Existe um histórico longo para a atual crise econômica, ela se inicia em 2012 com os desequilíbrios fiscais do governo (arrecadação menor que os gastos) e um estimulo crescente do emprego/renda sem o aumento da produtividade do trabalhador, gerando desequilíbrio de produção, entretanto o estimulo ao credito crescia, ocasionando um desequilíbrio entre demanda e oferta, com isso a inflação começa a crescer e não há medidas do governo para conte-la, outro ponto importante é que o preço de produtos essenciais (água, luz e combustível) estava congelado. Já em 2014 o Brasil entre em recessão técnica, com crescimento negativo do PIB, porém como era ano de eleição presidencial, varias medidas necessárias para a contenção da crise não foram adotas, pois seriam medidas austeras, que prejudicariam a imagem do governo. No pós-eleição a crise estoura na mídia, pois ela já estava acontecendo, e com a perda de apoio do então governo eleito no planalto, o Brasil em 2015 afundou numa crise econômica.

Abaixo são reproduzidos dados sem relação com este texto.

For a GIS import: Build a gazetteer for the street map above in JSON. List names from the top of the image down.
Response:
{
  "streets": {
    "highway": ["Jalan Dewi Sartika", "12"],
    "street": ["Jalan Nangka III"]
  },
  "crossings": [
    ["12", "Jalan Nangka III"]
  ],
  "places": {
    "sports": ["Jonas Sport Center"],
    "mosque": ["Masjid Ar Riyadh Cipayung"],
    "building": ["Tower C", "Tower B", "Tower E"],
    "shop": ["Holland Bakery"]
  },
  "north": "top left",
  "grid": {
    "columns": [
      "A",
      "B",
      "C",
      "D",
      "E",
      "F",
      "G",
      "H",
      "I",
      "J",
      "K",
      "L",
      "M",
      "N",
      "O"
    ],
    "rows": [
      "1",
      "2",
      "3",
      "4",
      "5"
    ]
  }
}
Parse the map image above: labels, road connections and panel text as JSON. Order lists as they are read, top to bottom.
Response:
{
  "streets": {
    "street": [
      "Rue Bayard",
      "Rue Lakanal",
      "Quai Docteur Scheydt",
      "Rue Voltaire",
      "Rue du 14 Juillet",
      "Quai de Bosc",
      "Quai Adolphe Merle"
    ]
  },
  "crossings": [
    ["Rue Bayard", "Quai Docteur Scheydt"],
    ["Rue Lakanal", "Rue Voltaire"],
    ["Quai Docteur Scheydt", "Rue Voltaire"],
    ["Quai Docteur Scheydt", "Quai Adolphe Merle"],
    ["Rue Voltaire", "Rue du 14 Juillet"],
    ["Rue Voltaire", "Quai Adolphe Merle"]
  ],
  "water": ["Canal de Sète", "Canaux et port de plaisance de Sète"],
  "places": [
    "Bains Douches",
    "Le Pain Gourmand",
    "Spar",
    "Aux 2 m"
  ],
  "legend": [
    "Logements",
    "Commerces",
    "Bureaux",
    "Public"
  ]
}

As principais causas da crise econômica atual foram: Desequilíbrio fiscal do governo, uma postura do governo para conter a crise em seu estágio inicial ( ou seja, o governo se isenta de tomar medidas para a contenção de crise por motivos eleitorais) e a crise política brasileira pós-eleição, talvez esse último motivo seja o que mais agravou a situação brasileira, pois todas as medidas que o governo eleito tentava implantar eram barradas no congresso nacional, e não podemos deixar de destacar a corrupção que atingiu as grandes empresas nacionais.

– Como prevenir novas crises? 

As crises no capitalismo são comuns, cíclicas. De tempos em tempos estaremos nos deparando com crises econômicas, difícil dizer medidas anticíclicas adotadas o tempo todo, pois essas medidas acabam travando o crescimento. A grande lição que aprendemos da atual crise brasileira é que o governo fique atento aos indicadores macroeconômicos. Quando a inflação se torna crescente e o PIB começa apresentar pequenas quedas, é o momento da intervenção econômica, com medidas de contenção da demanda e estimulo ao investimento e a oferta.

– O aumento do poder aquisitivo pode gerar descontrole na inflação?

 Sim, mas devemos lembrar que ter inflação não é ruim, a inflação controlada significa que o país está crescendo, e o aumento do poder aquisitivo significa aumento do consumo, investimento e do PIB. O que acontece que com o aumento do poder aquisitivo haverá aumento de demanda, se as empresas/ou o governo não estiverem preparadas para atender essas demandas implicará no que esta acontecendo atualmente no Brasil, uma inflação acelerada.

– Se a taxa de inflação diminuir, o preço dos alimentos também diminuirá? 

Tecnicamente sim, um exemplo é o leite, em algumas regiões ele chegou a custar R$ 3,58, hoje, passado os problemas dos produtores, ele pode ser encontrado a R$ 1,98. Entretanto, diante da expertise de quem oferta os produtos, os preços não caem na mesma proporção que a inflação.

– Com a redução dos juros, pôde-se dizer que a inflação irá aumentar? 

Uma medida de contenção da inflação é o aumento da taxa básica de juros, porém, como observado no Brasil nos últimos tempos, esta medida de contenção sozinha não está resolvendo, pois está impactando também o investimento privado. As últimas ações do Comitê de Política Monetária do Banco Central (COPOM) em manter a taxa Selic estável está impactando positivamente na queda da inflação, a projeção é que até o fim do ano a Selic seja reduzida para 13,50%, isso porque melhora a expectativa de investimento e de crescimento no longo prazo. Existem medidas técnicas que são adotadas para contenção da inflação e crescimento econômico, porém temos que deixar claro que lidamos com pessoas e as expectativas dessas, isso faz com que medidas tradicionais caiam por terra e sejam adotadas outras medidas para atendimento daquela necessidade. Economia é muito dinâmica, e temos que ficar atentos.